Dry Ice blasting eliminates equipment damage in two ways. First, dry ice does not erode or wear away the targeted surface as traditional grit media and even wire brushes do. This means that surface integrity and critical tolerances are preserved and equipment will not have to be replaced due to surface erosion common with sand, glass beads, and other abrasive media.
Second, with traditional cleaning methods, equipment is often damaged (bumped, dropped, etc.) while in transit to or from the dedicated cleaning area. Instead most equipment and machinery can be cleaned while in place.
1. Dry ice blasting is also an improvement over steam and water blasting for several reasons:
2. Electrical parts and generators can be immediately put back into service used without waiting to dry.
3. Radioactive contaminate removal doesn't require large storage containers for contaminated water.
4. Mildew and mould removal are far more complete with less chance of regeneration because of water vapour or moisture.

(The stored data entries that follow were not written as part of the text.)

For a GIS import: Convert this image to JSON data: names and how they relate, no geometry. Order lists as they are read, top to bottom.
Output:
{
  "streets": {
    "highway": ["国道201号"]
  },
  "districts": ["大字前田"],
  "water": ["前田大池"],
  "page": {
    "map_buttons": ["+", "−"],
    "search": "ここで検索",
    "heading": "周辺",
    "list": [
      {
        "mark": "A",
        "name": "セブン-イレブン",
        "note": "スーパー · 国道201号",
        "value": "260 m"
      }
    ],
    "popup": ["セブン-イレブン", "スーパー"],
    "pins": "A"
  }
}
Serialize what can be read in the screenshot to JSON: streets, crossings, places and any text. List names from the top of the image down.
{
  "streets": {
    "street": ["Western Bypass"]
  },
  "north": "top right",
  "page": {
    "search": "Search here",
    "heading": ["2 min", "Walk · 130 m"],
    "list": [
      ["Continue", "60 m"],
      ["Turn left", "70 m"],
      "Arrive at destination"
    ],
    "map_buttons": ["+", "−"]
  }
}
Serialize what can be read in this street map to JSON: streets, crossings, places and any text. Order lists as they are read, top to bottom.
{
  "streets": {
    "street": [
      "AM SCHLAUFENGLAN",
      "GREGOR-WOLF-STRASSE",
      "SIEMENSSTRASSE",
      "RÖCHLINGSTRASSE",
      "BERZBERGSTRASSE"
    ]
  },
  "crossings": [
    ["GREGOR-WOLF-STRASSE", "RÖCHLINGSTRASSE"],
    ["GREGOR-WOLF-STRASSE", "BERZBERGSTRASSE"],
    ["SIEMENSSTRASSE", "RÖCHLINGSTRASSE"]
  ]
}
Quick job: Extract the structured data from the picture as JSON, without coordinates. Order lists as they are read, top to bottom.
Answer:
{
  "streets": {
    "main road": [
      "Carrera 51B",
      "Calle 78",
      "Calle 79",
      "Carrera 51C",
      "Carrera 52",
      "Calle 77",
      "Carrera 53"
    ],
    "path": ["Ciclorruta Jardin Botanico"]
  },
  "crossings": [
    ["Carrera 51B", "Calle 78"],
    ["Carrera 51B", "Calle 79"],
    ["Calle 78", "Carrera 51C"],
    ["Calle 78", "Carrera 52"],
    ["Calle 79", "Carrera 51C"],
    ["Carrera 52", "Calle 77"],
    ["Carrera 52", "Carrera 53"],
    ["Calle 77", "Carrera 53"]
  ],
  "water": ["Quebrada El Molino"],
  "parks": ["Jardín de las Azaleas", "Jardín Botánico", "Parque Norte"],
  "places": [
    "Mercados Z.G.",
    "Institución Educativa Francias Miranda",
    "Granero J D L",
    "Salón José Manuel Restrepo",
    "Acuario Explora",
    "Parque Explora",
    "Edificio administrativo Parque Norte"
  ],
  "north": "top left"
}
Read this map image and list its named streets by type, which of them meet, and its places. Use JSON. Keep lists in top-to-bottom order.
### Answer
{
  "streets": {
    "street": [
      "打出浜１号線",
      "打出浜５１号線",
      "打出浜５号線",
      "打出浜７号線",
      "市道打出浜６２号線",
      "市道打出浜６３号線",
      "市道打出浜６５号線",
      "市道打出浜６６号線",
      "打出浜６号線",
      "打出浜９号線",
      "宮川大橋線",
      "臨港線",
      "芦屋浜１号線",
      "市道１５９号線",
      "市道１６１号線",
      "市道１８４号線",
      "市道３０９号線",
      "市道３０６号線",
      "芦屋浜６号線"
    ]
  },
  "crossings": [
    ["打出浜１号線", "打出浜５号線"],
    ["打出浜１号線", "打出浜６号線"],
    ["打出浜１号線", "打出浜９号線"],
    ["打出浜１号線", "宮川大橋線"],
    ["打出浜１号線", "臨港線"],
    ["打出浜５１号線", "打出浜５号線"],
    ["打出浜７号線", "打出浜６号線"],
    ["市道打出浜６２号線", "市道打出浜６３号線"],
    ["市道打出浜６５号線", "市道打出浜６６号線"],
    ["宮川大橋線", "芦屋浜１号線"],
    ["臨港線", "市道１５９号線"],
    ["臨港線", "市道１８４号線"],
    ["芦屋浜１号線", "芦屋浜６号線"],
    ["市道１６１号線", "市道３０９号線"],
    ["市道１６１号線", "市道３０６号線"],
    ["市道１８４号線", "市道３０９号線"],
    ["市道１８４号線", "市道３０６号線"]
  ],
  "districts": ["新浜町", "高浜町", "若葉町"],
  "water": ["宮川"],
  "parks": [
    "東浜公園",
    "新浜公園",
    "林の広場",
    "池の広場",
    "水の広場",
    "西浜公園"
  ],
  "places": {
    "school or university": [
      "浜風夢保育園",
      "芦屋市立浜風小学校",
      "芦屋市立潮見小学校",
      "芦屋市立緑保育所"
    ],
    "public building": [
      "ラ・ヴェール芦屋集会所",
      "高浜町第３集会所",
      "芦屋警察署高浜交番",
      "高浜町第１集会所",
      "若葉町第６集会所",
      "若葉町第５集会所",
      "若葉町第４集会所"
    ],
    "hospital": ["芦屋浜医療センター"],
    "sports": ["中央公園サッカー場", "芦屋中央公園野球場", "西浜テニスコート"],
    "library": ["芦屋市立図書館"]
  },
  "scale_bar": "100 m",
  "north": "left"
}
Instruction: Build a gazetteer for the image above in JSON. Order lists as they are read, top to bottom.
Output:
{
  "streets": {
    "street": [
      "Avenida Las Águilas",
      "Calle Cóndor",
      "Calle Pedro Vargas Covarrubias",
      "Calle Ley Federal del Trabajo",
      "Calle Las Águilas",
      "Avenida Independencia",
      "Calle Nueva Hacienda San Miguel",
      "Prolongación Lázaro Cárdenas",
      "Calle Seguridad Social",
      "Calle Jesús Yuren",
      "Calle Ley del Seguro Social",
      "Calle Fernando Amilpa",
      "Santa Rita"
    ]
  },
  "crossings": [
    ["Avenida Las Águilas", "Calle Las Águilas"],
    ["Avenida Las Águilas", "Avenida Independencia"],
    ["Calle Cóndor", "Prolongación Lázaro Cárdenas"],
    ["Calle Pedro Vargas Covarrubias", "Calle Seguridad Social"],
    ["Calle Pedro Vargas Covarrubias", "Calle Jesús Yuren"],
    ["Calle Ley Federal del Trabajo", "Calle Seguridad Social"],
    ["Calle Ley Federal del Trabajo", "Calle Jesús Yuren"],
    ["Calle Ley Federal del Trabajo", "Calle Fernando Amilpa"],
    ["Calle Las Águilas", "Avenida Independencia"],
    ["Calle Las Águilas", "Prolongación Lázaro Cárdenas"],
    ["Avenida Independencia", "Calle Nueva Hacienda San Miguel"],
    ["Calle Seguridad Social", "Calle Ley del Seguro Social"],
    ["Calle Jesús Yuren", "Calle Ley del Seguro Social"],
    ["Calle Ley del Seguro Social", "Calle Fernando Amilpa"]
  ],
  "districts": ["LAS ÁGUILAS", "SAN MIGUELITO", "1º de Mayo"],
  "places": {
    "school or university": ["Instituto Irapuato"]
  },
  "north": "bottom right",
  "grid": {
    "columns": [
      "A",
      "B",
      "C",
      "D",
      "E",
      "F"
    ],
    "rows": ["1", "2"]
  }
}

5. Dry ice blasting removes more algae, sea slime, and mussels on boat hulls, than water blasting, which allows the organic matter to reattach sooner.
Replaces Damaging Solvents
Finally Dry Ice blasting is used in place of many environmentally damaging solvents. These chemicals include trichloroethane, methylene chloride, perchloroethylene, ortho dichlorobenzene, cresylic acid, and caustic solutions. Since dry ice evaporates completely as a gas it leaves no wastes.
Only the material being removed must be disposed of. When dry ice cleaning replaces hazardous chemical cleaners the disposal cost of that chemical is eliminated. Tinker Air Force Base has reported it eliminated hazardous waste disposal associated with 17,000 gallons of chemicals they no longer need to use each year because of dry ice cleaning.
Dry ice is completely non-toxic. In contrast to cleaning methods that use water or high-pressure hosing, there is no emission of polluted water to the environment. The dislodged coating can be swept or vacuumed up and disposed of as appropriate. Dry ice blasting produces no toxic fumes from solvents and other chemicals during cleaning.
1. The loud noise produced requires ear protection equipment and may cause irritation to other people nearby although newer machines are much quieter.
2. Effective cleaning can only occur in a straight line of sight from the Dry Ice jet nozzle. Sometimes parts can be dissembled to help.
3. Large amounts of carbon dioxide are released which can be harmful if not ventilated out of the space.